[Observation] relation to Dataset

Douglas Tody dtody at nrao.edu
Thu Nov 21 21:03:26 PST 2013


On Thu, 21 Nov 2013, Douglas Tody wrote:
> But multiple table rows in ObsTAP may share the same Obs_ID, indicating
> that they are from the same observation.

Below is the relevant text we wrote for the ObsTAP doc (3.3.3),
detailing how multiple data products (datasets) may be associated
for an individual observation.

 	- Doug


ObsTAP and the Observation data model describe observations in a broad
sense (exactly what comprises an "observation" is not well defined
within astronomy and is left up to the data provider to define for their
data). ObsTAP also describes archive data products (e.g., actual archive
files). In general an "observation" may be composed of multiple
individual data products. In this case all the data products comprising
an observation should share the same observation identifier (obs_id).
The form of the obs_id string is up to the data provider so long as it
uniquely identifies an observation within the archive. The individual
data products comprising an observation may have different data product
types, calibration levels, and so forth. ObsTAP only directly supports
the description of science data products, i.e., data products which
contain science data having some physical (spatial, spectral, temporal)
coverage.

In general for instrumental data there are two different approaches for
exposing the data from an observation. One can either expose the
individual science data products comprising the observation, all sharing
the same obs_id, or one can expose the entire observation as a single
complex instrumental data product. Combinations of the two approaches
are also possible.

If the data products comprising an observation are exposed individually
then attributes such as the calibration level can vary for different
data products, e.g., the raw instrumental data as observed might be
level 1, a standard pipeline data product might be level 2, and a custom
user-processed data product subsequently published back to the archive
might be level 3. All such data products would share the same obs_id.

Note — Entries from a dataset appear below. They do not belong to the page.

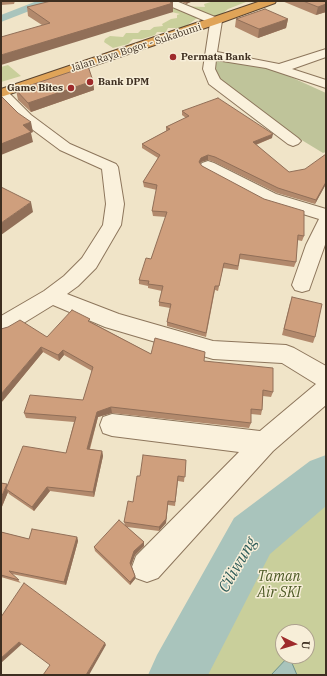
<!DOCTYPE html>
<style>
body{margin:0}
#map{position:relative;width:327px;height:676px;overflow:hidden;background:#f0e4c8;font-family:"IBM Plex Serif",serif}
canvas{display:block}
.frame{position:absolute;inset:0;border:2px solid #3d2e20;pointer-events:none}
.north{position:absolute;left:275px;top:624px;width:40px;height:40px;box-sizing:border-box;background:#f7eed8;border:1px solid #ada18e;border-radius:50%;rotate:95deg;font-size:11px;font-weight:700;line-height:16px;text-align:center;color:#3d2e20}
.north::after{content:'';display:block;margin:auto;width:14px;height:18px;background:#9e2a2b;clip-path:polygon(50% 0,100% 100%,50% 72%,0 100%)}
</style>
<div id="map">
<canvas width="327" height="676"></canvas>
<div class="frame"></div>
<div class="north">U</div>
</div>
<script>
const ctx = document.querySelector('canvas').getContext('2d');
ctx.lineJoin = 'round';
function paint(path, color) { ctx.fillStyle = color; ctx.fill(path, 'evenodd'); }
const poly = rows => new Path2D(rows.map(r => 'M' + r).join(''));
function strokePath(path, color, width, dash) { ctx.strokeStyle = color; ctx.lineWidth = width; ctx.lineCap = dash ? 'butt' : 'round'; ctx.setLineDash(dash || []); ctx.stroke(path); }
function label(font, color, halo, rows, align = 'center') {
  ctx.font = font + ' "IBM Plex Serif",serif'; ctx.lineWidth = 3; ctx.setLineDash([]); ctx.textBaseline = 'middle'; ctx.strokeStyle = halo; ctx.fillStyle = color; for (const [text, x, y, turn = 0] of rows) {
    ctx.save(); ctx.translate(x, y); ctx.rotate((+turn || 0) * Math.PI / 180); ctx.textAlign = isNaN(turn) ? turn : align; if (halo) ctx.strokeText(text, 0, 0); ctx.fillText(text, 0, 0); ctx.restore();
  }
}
const green = poly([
 [214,1,252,1,246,2,228,9,221,15,196,19,183,28,168,28,166,32,157,32,155,35,142,39,133,39,128,44,113,48,104,42,105,39,110,36,123,37,126,33,138,33,141,30,150,30,154,27,163,26,162,24,171,19,177,18,177,15,180,14,163,10,156,5,205,7,204,4],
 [8,65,21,76,1,82,1,67],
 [326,475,326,675,177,675,252,536],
 [283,632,307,632,307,656,283,656]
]);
const cemetery = poly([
 [212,58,271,68,326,93,326,152,323,153,254,111,219,81]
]);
const water = poly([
 [289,656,297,675,271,675,289,656]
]);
const canal = poly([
 [37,1,51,1,50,3,1,22,1,15,37,1]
]);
const river = poly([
 [326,455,326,506,270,554,208,675,148,675,157,655,234,518,310,461,326,455]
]);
const minor = poly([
 [162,1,176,1,220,19,222,21,217,52,279,64,326,49,326,57,292,69,326,80,326,88,266,68,216,60,215,69,220,79,298,138,301,141,298,144,293,146,288,144,209,84,203,69,210,23,163,3,162,1],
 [1,89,6,90,31,115,70,144,116,164,118,167,124,204,121,225,96,268,78,286,67,294,119,314,213,341,286,345,294,348,326,366,326,405,273,451,158,578,147,582,136,578,132,567,136,556,239,452,112,436,103,433,100,425,103,417,112,414,260,431,316,384,282,363,213,359,105,327,53,305,9,332,1,334,1,316,44,291,64,276,82,258,103,225,106,204,102,169,60,150,21,121,1,101,1,89],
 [208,161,214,163,276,194,326,209,326,242,309,290,302,292,295,290,292,285,306,245,319,219,264,202,202,169,200,166,202,163,208,161]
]);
const highway = poly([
 [261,1,276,1,275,3,220,23,1,97,1,89,261,1]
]);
const wall = poly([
 [1,1,15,1,14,4,1,5],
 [180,1,193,1,186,4],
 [282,1,326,1,326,12,316,15],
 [27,7,173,9,173,12,42,25,28,16],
 [236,19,288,19,286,28,258,38,235,27],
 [93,81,94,90,31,112,18,100,16,90],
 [182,111,272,138,256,145,289,172,326,184,315,204,277,193,214,162,208,160,201,162,200,164,202,166,304,236,302,241,297,240,296,262,294,267,240,259,238,270,223,268,218,291,215,290,206,337,167,326,167,322,170,308,159,306,159,302,162,291,148,288,148,286,139,284,139,280,151,259,166,217,153,216,152,211,157,190,144,187,143,182,158,158,142,148,142,144,166,131,166,127,186,118,182,115],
 [290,303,315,337,313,343,282,335],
 [91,322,151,354,204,361,273,392,271,397,263,396,262,410,261,415,251,414,251,423,249,428,112,413,98,417,90,449,102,451,103,456,94,497,50,491,34,511,9,494,8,492,1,509,8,486,66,453,74,422,26,418,24,413,83,400,92,371,64,355,59,361,43,352,1,403,47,337],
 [186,460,184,482,178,481,175,506,168,505,166,523,159,531,127,527,144,542,144,546,135,555,131,566,135,579,130,585,95,551,94,547,125,525,124,522,133,502,140,476],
 [1,532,29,539,77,537,78,541,66,585,12,574,21,583,1,577]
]);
const shadedWall = poly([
 [172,1,173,1,173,12,1,65,1,55],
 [187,1,193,1,186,4],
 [326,4,326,12,316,15,318,7],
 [288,19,286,28,258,38,259,29],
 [93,81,94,90,31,112,28,103],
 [31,122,33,132,31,133,33,142,1,155,1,144,23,125],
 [273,134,272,138,252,146,253,142],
 [208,155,208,160,201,162,199,167,199,162,201,158],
 [326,182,326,184,315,204,316,200],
 [31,202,33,212,1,235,1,223],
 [41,347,43,352,1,403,1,394],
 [63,350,64,355,59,361,58,355],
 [111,407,112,413,98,417,88,454,87,449,97,412],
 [102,451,103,456,94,497,93,492],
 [7,484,10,489,6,489,8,492,1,509,1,498],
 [47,487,50,491,34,511,32,507],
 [168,501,166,523,159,531,159,527],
 [77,537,78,541,66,585,64,582],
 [144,542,144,546,135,555,131,566,130,563,134,551],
 [135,576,135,579,130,585,130,582],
 [19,642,22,644,1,663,1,658],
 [105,643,106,645,89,675,86,675]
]);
const building = poly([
 [51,1,172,1,170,2,173,3,1,55,1,37,50,23,27,7,51,1],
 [303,1,326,1,326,4,318,7,303,1],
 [265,9,288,19,259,29,236,19,265,9],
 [88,66,93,81,28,103,16,90,88,66],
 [1,96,18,113,31,122,23,125,31,132,1,144,1,96],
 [218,98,273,134,253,142,289,172,305,169,326,154,326,182,316,200,278,188,215,157,208,155,201,158,199,162,202,166,264,199,304,211,304,236,298,235,296,262,240,254,238,266,224,263,219,286,215,286,206,333,167,322,171,304,159,302,163,286,148,284,149,281,139,280,146,258,151,259,167,212,152,211,157,185,143,182,160,155,142,144,170,129,166,127,189,116,182,111,218,98],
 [1,187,31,202,1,223,1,187],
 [292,297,322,304,315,337,284,329,292,297],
 [72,310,90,319,88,321,151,354,155,338,205,352,204,361,273,368,273,392,263,390,262,410,251,409,251,423,111,407,97,412,87,449,102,451,93,492,47,487,32,507,6,489,23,446,66,453,76,417,24,413,30,395,83,400,93,367,63,350,58,355,41,347,1,394,1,329,8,327,20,320,47,337,72,310],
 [143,455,186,460,185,477,178,476,175,502,168,501,166,519,159,527,124,522,128,501,133,502,137,476,140,476,143,455],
 [1,483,7,484,1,498,1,483],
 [119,520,144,542,134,551,130,563,135,576,130,582,94,547,119,520],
 [32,529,77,537,64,582,9,571,19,580,1,575,1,532,29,539,32,529],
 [24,583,105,643,86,675,43,675,50,665,19,642,1,658,1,617,24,583]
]);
const markers = [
 [173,57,4,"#9e2a2b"],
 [90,82,4,"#9e2a2b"],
 [71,88,4,"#9e2a2b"]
];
const farStreetnames = [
 ["Jalan Raya Bogor - Sukabumi",136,48,-18]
];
const farPoinames = [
 ["Permata Bank",181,57],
 ["Bank DPM",98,82],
 ["Game Bites",63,88,"right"]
];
const nearParknames = [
 ["Taman",279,577],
 ["Air SKI",279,593]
];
const nearWaternames = [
 ["Ciliwung",238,565,-60]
];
paint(green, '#c9cf9b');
paint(cemetery, '#bfc49a');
paint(water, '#a9c4bc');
strokePath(water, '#6f938a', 1);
paint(canal, '#a9c4bc');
paint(river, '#a9c4bc');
strokePath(minor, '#8d765c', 2);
strokePath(highway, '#5b4430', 2);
paint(minor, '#faf1dc');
paint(highway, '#e0a458');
paint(wall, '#b2896c');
paint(shadedWall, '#916f58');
paint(building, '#cf9f7d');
strokePath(building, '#916f58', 1);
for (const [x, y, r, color] of markers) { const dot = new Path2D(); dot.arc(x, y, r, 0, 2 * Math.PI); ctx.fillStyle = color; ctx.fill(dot); strokePath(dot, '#f7eed8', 1.5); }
label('10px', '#3d2e20', '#f7eed8', farStreetnames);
label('bold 10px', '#3d2e20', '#f7eed8', farPoinames, 'left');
label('italic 14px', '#4d5a26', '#f7eed8', nearParknames);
label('italic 16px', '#2f5d5a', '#f7eed8', nearWaternames);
</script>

If on the other hand all data from an observation is exposed as a single
data product via ObsTAP this will likely be an aggregate of some sort
(tar file, directory, etc.) containing multiple files. This latter
approach is limited to instrumental data (level 0 or 1), even if objects
within the aggregate observation file are higher level. From the
perspective of ObsTAP this would be instrumental data, and it is up to
the user or client application consuming the data to interpret the
meaning of the data elements within the observation.